(Given records)

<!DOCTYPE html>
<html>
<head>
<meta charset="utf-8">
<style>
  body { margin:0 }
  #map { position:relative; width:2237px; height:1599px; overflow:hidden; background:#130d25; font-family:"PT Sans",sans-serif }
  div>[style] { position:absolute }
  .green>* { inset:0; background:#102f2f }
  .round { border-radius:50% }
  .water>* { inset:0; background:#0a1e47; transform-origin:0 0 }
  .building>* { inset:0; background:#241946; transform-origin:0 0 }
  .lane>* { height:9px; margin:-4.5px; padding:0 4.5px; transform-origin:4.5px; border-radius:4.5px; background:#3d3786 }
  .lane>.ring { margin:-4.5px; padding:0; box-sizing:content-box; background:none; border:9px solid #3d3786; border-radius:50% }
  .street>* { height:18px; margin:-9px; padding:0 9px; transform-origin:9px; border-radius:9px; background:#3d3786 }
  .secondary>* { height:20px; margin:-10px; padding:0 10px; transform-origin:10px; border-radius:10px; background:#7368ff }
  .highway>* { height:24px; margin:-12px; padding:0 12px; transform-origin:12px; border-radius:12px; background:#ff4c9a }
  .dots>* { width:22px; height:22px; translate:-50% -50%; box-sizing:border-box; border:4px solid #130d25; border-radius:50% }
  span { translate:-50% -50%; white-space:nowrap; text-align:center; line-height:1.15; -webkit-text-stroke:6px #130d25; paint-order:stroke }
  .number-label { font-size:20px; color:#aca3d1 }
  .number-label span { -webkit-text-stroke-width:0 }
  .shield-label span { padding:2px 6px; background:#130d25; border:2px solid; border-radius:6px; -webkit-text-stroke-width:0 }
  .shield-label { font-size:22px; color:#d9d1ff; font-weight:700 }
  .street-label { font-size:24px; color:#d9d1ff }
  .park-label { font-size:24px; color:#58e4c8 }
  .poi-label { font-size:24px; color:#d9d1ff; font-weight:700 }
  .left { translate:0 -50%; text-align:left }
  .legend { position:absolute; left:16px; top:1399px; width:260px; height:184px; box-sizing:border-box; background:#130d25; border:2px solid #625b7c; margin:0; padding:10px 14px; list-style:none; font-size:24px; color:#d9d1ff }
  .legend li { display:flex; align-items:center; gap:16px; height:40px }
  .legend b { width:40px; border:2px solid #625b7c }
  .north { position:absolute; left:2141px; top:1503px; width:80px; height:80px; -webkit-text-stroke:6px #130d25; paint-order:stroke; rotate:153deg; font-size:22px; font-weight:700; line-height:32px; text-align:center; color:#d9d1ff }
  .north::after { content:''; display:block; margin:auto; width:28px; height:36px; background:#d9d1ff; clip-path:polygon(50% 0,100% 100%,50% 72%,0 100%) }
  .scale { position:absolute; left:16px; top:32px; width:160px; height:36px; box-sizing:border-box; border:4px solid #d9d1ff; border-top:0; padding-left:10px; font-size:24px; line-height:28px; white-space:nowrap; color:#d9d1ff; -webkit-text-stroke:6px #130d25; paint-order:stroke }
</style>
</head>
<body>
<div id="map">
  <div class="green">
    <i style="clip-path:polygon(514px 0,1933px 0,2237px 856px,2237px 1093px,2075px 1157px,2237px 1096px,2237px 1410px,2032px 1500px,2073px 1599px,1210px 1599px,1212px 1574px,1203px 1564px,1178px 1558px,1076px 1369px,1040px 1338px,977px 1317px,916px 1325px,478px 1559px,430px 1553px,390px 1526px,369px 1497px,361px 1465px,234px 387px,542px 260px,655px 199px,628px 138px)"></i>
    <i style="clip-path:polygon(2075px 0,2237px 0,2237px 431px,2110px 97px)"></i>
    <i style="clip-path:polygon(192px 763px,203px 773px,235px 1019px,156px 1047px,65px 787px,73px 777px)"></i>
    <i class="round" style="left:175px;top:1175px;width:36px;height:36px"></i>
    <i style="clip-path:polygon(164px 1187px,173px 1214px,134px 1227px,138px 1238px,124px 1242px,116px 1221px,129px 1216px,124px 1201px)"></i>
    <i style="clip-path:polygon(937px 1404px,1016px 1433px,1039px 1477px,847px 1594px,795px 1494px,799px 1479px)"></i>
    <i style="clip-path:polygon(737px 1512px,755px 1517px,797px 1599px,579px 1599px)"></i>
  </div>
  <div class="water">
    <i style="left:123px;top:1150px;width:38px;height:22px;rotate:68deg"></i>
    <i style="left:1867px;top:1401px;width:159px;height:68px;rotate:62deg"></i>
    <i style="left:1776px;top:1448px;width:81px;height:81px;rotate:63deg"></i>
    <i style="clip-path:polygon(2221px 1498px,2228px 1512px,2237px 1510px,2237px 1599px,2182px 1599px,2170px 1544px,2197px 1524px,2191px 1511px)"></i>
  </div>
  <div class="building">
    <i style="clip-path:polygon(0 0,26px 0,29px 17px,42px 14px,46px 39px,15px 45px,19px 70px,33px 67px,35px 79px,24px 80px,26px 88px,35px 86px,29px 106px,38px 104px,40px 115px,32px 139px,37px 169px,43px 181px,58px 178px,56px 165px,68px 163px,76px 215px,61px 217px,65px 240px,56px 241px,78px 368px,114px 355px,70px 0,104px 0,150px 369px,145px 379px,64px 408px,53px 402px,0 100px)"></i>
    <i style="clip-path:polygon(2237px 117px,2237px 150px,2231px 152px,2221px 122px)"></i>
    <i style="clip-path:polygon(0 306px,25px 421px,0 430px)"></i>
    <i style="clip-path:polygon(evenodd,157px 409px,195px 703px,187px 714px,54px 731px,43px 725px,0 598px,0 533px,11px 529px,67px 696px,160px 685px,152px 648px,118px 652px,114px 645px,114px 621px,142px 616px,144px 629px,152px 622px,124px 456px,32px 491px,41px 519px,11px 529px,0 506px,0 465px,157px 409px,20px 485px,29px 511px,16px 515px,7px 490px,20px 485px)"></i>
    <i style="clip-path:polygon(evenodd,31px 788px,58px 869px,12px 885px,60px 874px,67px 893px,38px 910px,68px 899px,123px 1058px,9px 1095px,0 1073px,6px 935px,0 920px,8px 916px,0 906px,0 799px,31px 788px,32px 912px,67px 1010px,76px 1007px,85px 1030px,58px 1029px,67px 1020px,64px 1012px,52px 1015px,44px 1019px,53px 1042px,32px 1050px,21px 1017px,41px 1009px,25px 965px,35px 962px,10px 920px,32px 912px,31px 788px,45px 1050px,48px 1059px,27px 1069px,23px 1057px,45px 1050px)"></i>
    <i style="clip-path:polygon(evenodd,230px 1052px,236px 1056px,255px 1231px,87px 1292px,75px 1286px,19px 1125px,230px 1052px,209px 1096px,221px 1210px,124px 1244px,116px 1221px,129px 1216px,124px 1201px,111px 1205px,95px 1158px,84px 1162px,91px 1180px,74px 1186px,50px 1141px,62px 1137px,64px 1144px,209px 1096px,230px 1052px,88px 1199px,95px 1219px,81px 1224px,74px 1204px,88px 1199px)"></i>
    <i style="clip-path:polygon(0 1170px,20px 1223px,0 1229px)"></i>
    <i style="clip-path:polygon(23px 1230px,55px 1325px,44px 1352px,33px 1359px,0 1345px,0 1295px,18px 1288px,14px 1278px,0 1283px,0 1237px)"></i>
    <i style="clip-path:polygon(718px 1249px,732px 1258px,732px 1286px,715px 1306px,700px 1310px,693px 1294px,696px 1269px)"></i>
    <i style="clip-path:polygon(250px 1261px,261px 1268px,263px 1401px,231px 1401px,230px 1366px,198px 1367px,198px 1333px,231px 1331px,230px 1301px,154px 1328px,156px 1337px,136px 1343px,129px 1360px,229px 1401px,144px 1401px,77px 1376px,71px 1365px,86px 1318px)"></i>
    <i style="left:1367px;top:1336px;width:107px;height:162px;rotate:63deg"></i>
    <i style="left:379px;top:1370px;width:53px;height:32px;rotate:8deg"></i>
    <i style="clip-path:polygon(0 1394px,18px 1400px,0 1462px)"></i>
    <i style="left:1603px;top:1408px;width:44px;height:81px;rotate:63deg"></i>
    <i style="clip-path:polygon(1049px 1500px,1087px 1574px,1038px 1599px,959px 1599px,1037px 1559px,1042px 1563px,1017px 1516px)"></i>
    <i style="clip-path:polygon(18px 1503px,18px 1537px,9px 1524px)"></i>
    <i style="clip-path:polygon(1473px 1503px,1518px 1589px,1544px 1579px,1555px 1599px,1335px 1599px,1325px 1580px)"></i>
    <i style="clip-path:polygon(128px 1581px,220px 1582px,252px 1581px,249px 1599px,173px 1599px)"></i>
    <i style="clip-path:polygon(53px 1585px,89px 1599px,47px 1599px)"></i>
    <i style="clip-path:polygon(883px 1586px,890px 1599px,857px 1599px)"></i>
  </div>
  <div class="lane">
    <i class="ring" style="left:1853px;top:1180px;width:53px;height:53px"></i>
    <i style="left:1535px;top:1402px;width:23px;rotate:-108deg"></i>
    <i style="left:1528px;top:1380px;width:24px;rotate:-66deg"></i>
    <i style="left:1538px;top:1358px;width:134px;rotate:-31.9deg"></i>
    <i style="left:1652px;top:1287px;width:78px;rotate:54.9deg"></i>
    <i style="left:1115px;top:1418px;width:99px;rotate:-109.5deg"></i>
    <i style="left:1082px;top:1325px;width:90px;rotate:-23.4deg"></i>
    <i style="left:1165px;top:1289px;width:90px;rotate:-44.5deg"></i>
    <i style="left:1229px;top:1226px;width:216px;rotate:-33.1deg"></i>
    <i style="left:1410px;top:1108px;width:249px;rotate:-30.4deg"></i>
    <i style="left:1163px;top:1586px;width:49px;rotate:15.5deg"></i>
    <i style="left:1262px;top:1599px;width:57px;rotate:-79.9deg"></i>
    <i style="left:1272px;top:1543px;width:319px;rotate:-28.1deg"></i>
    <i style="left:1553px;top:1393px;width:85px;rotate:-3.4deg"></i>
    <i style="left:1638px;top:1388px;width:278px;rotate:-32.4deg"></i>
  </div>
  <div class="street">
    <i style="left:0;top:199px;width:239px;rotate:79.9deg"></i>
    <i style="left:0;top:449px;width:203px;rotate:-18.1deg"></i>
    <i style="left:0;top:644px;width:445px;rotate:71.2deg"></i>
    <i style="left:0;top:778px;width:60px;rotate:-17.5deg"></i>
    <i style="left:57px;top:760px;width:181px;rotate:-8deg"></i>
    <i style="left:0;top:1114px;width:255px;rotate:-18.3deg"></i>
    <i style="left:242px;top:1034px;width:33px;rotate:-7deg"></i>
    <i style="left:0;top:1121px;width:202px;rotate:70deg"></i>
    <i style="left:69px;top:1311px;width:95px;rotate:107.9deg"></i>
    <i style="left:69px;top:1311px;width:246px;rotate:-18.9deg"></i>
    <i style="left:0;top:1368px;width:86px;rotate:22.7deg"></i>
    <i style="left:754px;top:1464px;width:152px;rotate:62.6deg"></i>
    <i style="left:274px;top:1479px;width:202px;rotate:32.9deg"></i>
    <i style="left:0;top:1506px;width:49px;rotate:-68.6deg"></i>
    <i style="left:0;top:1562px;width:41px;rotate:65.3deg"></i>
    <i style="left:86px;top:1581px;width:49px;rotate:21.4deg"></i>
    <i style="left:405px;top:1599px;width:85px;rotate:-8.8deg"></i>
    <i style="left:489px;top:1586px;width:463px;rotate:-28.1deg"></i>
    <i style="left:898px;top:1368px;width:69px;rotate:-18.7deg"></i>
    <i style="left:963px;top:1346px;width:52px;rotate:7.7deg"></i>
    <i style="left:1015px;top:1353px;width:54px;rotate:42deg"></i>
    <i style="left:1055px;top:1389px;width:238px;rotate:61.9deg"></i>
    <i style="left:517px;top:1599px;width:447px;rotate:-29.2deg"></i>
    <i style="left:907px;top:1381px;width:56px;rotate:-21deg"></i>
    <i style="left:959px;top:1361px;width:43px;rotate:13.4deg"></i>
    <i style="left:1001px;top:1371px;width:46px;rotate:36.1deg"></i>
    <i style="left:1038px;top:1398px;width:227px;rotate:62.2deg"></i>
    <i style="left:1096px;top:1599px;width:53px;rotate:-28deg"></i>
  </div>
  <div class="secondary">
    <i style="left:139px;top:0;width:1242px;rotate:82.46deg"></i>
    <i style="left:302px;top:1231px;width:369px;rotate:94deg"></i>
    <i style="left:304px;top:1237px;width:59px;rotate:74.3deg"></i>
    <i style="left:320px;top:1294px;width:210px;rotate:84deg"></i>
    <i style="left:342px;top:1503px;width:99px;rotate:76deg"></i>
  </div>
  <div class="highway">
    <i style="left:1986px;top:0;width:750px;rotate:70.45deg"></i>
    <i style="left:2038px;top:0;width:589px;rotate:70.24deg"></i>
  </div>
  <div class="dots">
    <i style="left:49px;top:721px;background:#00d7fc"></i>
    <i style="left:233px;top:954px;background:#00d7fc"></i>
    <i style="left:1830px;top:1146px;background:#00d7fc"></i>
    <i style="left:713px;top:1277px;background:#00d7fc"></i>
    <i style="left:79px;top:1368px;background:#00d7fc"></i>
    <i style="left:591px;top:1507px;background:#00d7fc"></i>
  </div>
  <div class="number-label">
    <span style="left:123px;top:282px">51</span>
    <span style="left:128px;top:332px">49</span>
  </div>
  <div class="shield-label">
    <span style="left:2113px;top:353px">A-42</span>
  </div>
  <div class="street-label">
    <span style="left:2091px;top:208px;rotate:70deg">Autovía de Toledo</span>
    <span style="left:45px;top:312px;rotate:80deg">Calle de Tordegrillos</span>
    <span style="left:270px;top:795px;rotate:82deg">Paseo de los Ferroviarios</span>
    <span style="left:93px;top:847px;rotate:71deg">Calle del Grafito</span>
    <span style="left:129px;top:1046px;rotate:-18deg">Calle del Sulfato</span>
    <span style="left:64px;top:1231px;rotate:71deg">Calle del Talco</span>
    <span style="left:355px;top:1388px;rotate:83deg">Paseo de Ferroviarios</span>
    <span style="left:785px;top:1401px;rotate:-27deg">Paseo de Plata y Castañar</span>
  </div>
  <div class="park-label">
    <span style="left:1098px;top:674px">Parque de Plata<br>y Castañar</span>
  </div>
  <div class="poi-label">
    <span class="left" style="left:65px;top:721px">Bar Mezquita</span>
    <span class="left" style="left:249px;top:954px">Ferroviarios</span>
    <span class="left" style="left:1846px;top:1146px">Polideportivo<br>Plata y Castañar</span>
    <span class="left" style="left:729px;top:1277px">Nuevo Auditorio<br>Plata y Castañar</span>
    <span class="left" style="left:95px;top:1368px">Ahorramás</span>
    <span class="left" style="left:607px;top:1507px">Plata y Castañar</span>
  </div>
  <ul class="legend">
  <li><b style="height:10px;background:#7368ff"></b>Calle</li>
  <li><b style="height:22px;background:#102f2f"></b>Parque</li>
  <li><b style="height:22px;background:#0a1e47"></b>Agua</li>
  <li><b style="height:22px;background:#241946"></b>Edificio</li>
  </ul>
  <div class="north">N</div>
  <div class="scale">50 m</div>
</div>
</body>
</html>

(End Given records)

Without changing anything, quote the lines from the top of the data to the line that contains "inset:0; background:#0a1e47; transform-origin:0", including that line.

<!DOCTYPE html>
<html>
<head>
<meta charset="utf-8">
<style>
  body { margin:0 }
  #map { position:relative; width:2237px; height:1599px; overflow:hidden; background:#130d25; font-family:"PT Sans",sans-serif }
  div>[style] { position:absolute }
  .green>* { inset:0; background:#102f2f }
  .round { border-radius:50% }
  .water>* { inset:0; background:#0a1e47; transform-origin:0 0 }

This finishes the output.